Nothing but an exact repeat of the data, with pictures removed, belongs in the answer.

================

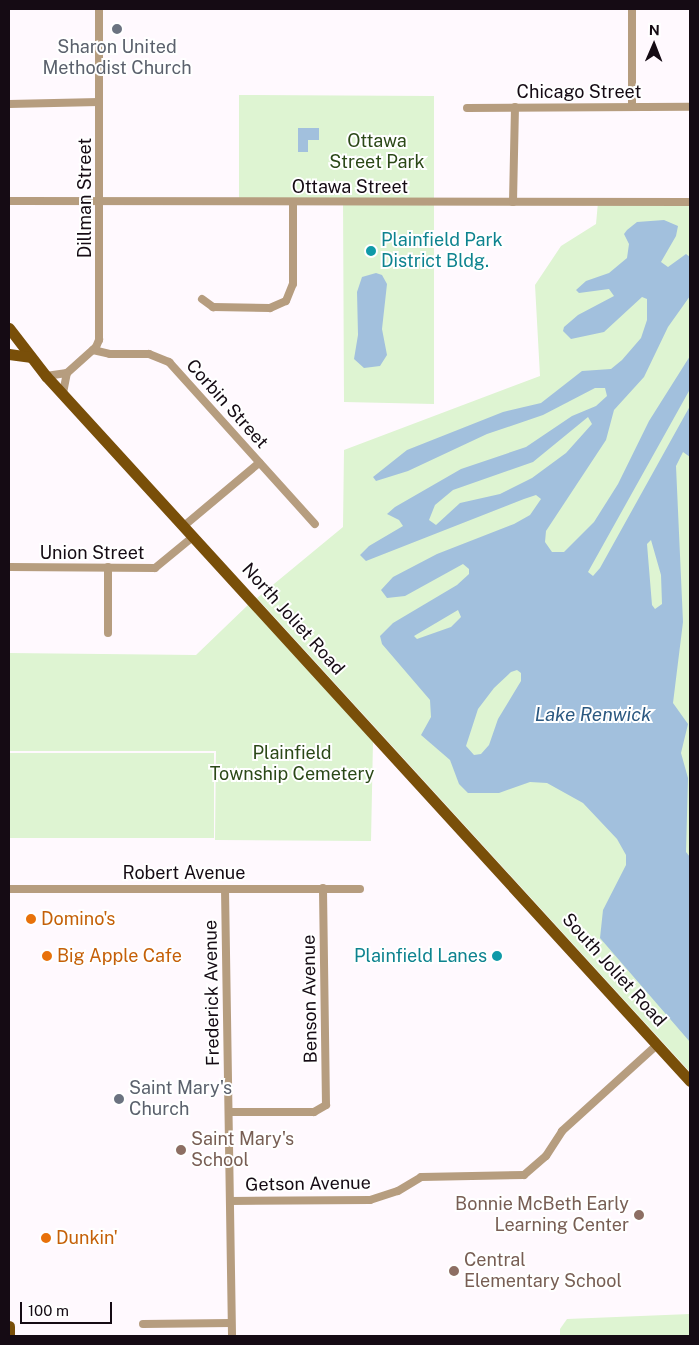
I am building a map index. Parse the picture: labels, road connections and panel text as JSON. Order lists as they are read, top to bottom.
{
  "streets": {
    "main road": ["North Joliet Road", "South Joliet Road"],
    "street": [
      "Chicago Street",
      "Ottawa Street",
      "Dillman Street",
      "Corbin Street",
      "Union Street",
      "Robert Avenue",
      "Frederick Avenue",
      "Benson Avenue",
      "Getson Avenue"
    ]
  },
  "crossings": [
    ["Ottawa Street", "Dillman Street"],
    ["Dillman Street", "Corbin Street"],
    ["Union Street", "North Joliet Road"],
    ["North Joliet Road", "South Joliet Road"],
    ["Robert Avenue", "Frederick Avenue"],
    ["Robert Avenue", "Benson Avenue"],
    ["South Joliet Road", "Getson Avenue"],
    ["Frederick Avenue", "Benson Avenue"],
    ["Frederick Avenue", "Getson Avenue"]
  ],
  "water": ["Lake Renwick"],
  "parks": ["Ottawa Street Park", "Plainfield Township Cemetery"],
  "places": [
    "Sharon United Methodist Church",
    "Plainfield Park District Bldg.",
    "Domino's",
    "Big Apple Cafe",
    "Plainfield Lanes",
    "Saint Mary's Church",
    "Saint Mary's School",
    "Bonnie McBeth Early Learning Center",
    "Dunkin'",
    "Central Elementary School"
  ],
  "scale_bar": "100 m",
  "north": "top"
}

================

**RESULT:**
I am building a map index. Parse the picture: labels, road connections and panel text as JSON. Order lists as they are read, top to bottom.
{
  "streets": {
    "main road": ["North Joliet Road", "South Joliet Road"],
    "street": [
      "Chicago Street",
      "Ottawa Street",
      "Dillman Street",
      "Corbin Street",
      "Union Street",
      "Robert Avenue",
      "Frederick Avenue",
      "Benson Avenue",
      "Getson Avenue"
    ]
  },
  "crossings": [
    ["Ottawa Street", "Dillman Street"],
    ["Dillman Street", "Corbin Street"],
    ["Union Street", "North Joliet Road"],
    ["North Joliet Road", "South Joliet Road"],
    ["Robert Avenue", "Frederick Avenue"],
    ["Robert Avenue", "Benson Avenue"],
    ["South Joliet Road", "Getson Avenue"],
    ["Frederick Avenue", "Benson Avenue"],
    ["Frederick Avenue", "Getson Avenue"]
  ],
  "water": ["Lake Renwick"],
  "parks": ["Ottawa Street Park", "Plainfield Township Cemetery"],
  "places": [
    "Sharon United Methodist Church",
    "Plainfield Park District Bldg.",
    "Domino's",
    "Big Apple Cafe",
    "Plainfield Lanes",
    "Saint Mary's Church",
    "Saint Mary's School",
    "Bonnie McBeth Early Learning Center",
    "Dunkin'",
    "Central Elementary School"
  ],
  "scale_bar": "100 m",
  "north": "top"
}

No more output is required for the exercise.